**Record excerpts**:
BEGIN
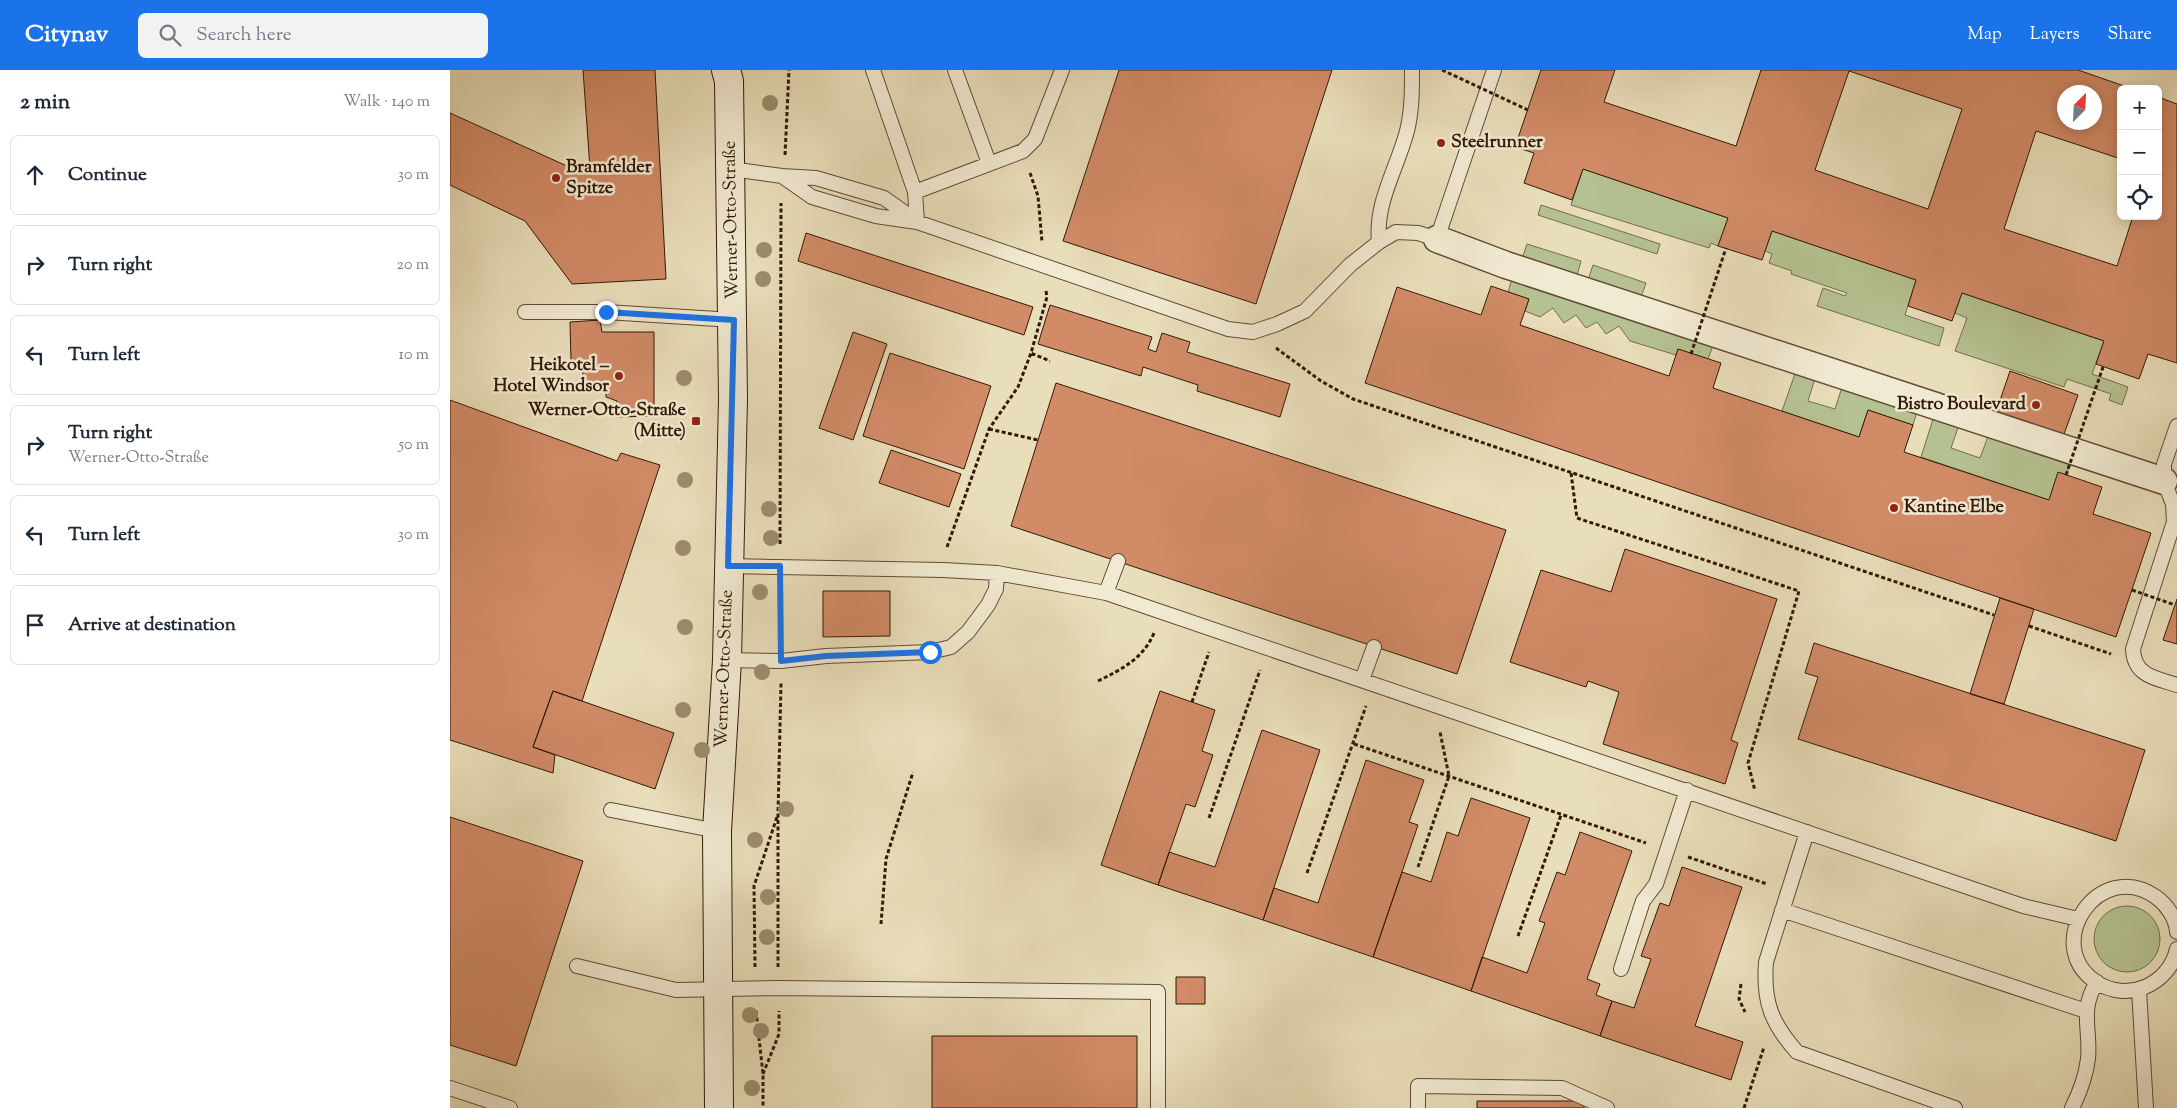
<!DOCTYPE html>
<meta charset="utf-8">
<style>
body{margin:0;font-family:"Sorts Mill Goudy",serif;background:#f2f2f3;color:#1f2937}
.controls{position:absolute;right:15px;top:15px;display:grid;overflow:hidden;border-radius:8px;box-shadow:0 2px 12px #0003}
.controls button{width:45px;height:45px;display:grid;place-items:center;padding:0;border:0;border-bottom:1px solid #e0e1e3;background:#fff;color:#1f2937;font:25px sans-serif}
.compass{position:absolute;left:1607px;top:15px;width:45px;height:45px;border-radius:50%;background:#fff;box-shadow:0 2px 12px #0003;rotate:24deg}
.stop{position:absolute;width:15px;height:15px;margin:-11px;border:4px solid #1a73e8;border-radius:50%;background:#fff}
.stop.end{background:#1a73e8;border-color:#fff;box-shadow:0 1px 5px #0008}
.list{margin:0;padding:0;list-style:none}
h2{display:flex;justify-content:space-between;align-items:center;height:65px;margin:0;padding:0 20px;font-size:21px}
h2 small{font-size:16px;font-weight:400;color:#747a83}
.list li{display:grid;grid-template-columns:32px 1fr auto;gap:15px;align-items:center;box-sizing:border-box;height:80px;margin:0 10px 10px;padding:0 10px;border:1px solid #e0e1e3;border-radius:8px}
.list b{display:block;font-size:19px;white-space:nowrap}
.list p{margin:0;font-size:16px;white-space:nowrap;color:#747a83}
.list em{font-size:16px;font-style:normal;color:#747a83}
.icon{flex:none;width:28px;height:28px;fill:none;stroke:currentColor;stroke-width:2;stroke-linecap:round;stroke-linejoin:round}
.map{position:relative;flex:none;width:1727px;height:1038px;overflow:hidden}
header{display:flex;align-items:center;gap:30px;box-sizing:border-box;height:70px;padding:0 25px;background:#1a73e8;color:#fff}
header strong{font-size:24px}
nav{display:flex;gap:28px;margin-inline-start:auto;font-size:18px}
.search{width:350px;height:45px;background:#f2f2f3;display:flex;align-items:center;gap:12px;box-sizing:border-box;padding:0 18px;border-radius:8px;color:#747a83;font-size:19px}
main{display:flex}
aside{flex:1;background:#fff}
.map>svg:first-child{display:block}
</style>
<header>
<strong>Citynav</strong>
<div class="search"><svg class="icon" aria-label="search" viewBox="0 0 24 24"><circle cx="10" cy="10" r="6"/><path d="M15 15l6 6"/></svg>Search here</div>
<nav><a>Map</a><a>Layers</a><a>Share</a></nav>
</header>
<main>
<aside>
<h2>2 min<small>Walk · 140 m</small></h2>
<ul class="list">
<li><svg class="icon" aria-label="ahead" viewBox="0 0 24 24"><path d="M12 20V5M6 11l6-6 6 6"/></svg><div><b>Continue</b></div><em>30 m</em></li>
<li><svg class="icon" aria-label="right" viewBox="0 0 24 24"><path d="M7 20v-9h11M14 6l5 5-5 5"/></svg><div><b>Turn right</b></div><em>20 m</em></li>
<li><svg class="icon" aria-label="left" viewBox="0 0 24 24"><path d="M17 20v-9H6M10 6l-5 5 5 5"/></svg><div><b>Turn left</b></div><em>10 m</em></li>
<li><svg class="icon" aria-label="right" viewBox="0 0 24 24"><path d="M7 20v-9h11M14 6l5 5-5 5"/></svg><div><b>Turn right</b><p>Werner-Otto-Straße</p></div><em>50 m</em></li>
<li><svg class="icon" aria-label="left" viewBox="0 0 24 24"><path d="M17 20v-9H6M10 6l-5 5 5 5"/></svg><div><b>Turn left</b></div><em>30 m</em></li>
<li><svg class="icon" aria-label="arrive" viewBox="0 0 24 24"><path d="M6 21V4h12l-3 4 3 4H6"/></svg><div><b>Arrive at destination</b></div></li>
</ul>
</aside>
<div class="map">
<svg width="1727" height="1038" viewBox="0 0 1727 1038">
<rect width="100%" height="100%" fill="#e9deba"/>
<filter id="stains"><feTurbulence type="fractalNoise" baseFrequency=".004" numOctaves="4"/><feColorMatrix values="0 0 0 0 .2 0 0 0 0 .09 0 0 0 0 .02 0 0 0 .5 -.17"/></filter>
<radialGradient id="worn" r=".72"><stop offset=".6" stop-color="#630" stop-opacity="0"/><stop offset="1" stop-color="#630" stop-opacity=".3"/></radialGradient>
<path fill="#b5c191" stroke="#746d4c" d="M1133,99L1278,148L1268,176L1261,173L1259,178L1121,135Z
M1091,135L1210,174L1207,184L1088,145Z
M1322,161L1466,210L1455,245L1494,258L1489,276L1367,236L1373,218L1395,226L1397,223L1341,204L1342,201L1319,193L1322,184L1315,181Z
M1077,174L1131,191L1126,209L1071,192Z
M1143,195L1196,213L1190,230L1137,213Z
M1063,206L1264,273L1258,289L1228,279L1226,285L1180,271L1169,256L1156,264L1147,252L1136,258L1126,245L1114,253L1103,238L1090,247L1075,241L1079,229L1058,222Z
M1512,223L1654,271L1642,304L1678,317L1672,335L1659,330L1661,324L1617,309L1614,317L1505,281L1517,248L1505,243Z
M1347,298L1366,305L1358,331L1385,339L1393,314L1468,338L1463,355L1418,340L1409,367L1332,341Z
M1485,343L1510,352L1501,378L1530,388L1540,361L1622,389L1616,405L1608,403L1599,430L1471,387Z
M1644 869a33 33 0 1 1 66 0a33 33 0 1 1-66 0Z"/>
<path fill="#d18b67" stroke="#341907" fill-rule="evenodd" d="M133,0H205L216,209L122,214L75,151L0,115V43L128,101L140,98Z
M669,0H882L806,234L613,171Z
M1091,0H1165L1154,32L1286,76L1311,0H1628L1683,19H1671V89L1586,61L1554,159L1667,196L1683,146H1708V27L1727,34V293L1698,284L1689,309L1646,294L1654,271L1512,223L1502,251L1458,236L1466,210L1322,161L1312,190L1268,176L1278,148L1133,99L1122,130L1074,113L1084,83L1065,77ZM1399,1L1512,39L1478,139L1365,100ZM1614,22H1644V52H1614Z
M356,163L583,237L574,265L348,191Z
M1041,216L1079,229L1070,255L1219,306L1228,279L1271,293L1263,318L1409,367L1418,340L1463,355L1454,382L1599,430L1608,402L1652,417L1643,444L1701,463L1666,567L915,313L947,217L1031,245Z
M600,235L702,267L698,279L706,282L712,263L740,272L737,282L840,314L830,347L747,321L748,315L693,297L691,306L588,274Z
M150,250L152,262H204V346L167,347V331L156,327V321L134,322L132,291H121L120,252Z
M403,262L437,274L403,370L369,358Z
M440,283L541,316L514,399L413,366Z
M1560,301L1628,325L1613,367L1545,345Z
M606,313L1056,460L1007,604L561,456Z
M0,330L167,391L171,383L210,395L132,631L103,621L83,677L105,685L103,703L0,670Z
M441,380L511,404L499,437L429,413Z
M1175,479L1327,529L1281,670L1288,673L1275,714L1153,674L1169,622L1138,611L1136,617L1060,592L1091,500L1161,522Z
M373,521H440V566L373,567Z
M1550,528L1584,539L1554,634L1520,624Z
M1727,529V574L1713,570Z
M1364,573L1695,680L1666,771L1348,669L1368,607L1355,603Z
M103,621L224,663L205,719L83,677Z
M710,621L765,640L752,681L763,685L745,737L736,734L708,815L651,795Z
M812,660L870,680L813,850L708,815L719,782L765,797Z
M916,690L974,710L959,752L968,755L923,887L813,850L824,818L868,833Z
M1021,728L1080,748L1021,921L923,887L952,802L981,812L997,762L1008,766Z
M0,747L133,791L66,996L0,975Z
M1130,762L1182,781L1137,909L1150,914L1146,925L1162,931L1150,966L1021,921L1032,887L1077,903L1095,853L1089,851L1107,802L1115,805Z
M1232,797L1292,817L1245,956L1293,972L1281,1010L1150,966L1162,931L1184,938L1201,889L1191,886L1210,833L1219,836Z
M726,907H755V934H726Z
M482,966H687V1038H482Z
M1027,1031H1134V1038H1027Z"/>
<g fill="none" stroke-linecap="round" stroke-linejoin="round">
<defs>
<path id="lane" d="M423,0L465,122
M505,0L539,93
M281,99L332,106L366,108L434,128L465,150
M332,106L362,127L426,146L467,152L778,259L803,262L827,254L855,241L900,195L929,172L946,162L968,163L987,169L1044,0
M467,152L465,122L573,81L585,69L612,0
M929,172C925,132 947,99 957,61C962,41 962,21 962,0
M75,242H156L283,250
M1727,356L1714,394V411L1723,434L1724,452L1683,579C1684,606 1705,608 1727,615
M278,496L493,500L547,503L656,523L1573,836L1628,849
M656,523L668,491
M277,590L331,591L376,586L480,582L501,577L518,562L538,535L546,519L547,503
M912,610L924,577
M161,740L267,761
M1357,762L1316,892C1313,931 1321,953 1347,982L1505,1038
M1332,840L1636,941
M1727,862C1726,848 1717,835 1706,827C1650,787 1590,874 1646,912C1677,933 1719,915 1727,879
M127,896L226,920L328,918L708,922V1038
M1171,899L1193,831L1206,814L1237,720
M1689,920L1696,1038
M0,1018L60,1038
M968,1038V1016L1112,1018L1157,1038
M1622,1038C1629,1024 1636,1005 1638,989C1641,960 1629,940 1647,912"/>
<path id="street" d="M987,169L1056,195L1714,411"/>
<path id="secondary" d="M269,1038L267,761L277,590L283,329L279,11L276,0"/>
</defs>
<use href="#lane" stroke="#614a34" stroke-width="16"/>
<use href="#street" stroke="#614a34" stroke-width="29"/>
<use href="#secondary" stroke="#341907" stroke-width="30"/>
<path stroke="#341907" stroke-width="3" stroke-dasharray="4 2.5" stroke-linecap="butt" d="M335,85L339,0
M580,103L588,126L592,172
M596,221L597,227L581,283L600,291
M826,278L871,311L903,329L1544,545
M539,359L588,370
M1121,403L1127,448L1349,521L1298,693L1305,721
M330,474L331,133
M497,477L539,359L568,317L581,283
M330,518L331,569
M1579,556L1661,584
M648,611C672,599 693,589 704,563
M742,632L759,582
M904,674L1196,773
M759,748L810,600
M1238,787L1317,814
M968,797L999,706L990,662
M857,803L916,636
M431,854L436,789L463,702
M1068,866L1111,745
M305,897L304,816L327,747
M328,897V744L331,613
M1291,914L1289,929L1295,942
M306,941L313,1004V1038
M313,1004L329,964V941
M1294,1038L1314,977"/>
<use href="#lane" stroke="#f1ead2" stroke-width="14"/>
<use href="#street" stroke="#f1ead2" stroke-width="26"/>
<use href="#secondary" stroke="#f1ead2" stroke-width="28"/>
<path stroke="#341907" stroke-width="3" stroke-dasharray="4 2.5" stroke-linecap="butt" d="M992,0L1078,40
M1241,284L1276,178
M1616,405L1653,297
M1682,520L1725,535"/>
</g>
<g fill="#9b8d6e">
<circle cx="320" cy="33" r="8"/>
<circle cx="314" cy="180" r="8"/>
<circle cx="313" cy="209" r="8"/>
<circle cx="234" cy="308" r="8"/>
<circle cx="235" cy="410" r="8"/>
<circle cx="319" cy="439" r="8"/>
<circle cx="321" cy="468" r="8"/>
<circle cx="233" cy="478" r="8"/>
<circle cx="310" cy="522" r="8"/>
<circle cx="235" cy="557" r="8"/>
<circle cx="312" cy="602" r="8"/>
<circle cx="233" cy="640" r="8"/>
<circle cx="252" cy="680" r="8"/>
<circle cx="336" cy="739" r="8"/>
<circle cx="305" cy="770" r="8"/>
<circle cx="318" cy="827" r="8"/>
<circle cx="317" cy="867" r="8"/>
<circle cx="300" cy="945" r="8"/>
<circle cx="311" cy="961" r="8"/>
<circle cx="302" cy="1018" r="8"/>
</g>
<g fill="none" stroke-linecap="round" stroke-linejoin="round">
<path stroke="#1a73e8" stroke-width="6" d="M156,242L284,250L278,496H330L331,591L376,586L480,582"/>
</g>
<g fill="#8f2418" stroke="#f1ead2" stroke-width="2">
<circle cx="991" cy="73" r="5"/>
<circle cx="106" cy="108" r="5"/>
<circle cx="169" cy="306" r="5"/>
<circle cx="1586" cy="335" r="5"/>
<rect x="241" y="346" width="10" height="10" rx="2.5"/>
<circle cx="1444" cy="438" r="5"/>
</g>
<g text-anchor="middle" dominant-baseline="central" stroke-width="5" stroke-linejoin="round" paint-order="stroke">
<g font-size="18" font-weight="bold" fill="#341907" stroke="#f1ead2" text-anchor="start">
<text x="1001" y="73">Steelrunner</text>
<text x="116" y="98">Bramfelder<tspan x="116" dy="21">Spitze</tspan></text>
<text x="159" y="296" text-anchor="end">Heikotel –<tspan x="159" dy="21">Hotel Windsor</tspan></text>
<text x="1576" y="335" text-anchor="end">Bistro Boulevard</text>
<text x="236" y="341" text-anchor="end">Werner-Otto-Straße<tspan x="236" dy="21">(Mitte)</tspan></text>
<text x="1454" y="438">Kantine Elbe</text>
</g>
<g font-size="18" fill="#341907" stroke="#f1ead2">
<text transform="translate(282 150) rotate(-91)">Werner-Otto-Straße</text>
<text transform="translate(275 599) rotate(-88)">Werner-Otto-Straße</text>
</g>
</g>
<rect width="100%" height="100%" filter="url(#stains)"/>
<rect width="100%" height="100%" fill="url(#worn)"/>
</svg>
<div class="controls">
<button>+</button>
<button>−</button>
<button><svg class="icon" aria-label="locate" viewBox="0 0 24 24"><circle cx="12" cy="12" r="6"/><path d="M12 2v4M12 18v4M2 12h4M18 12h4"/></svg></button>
</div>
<svg class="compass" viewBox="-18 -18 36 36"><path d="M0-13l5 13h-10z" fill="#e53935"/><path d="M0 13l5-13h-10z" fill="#747a83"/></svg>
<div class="stop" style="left:480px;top:582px"></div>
<div class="stop end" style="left:156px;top:242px"></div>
</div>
</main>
END
**Instructions for the task**:
Within the listing above, copy each line that has the string "nowrap".

**Solution**:
.list b{display:block;font-size:19px;white-space:nowrap}
.list p{margin:0;font-size:16px;white-space:nowrap;color:#747a83}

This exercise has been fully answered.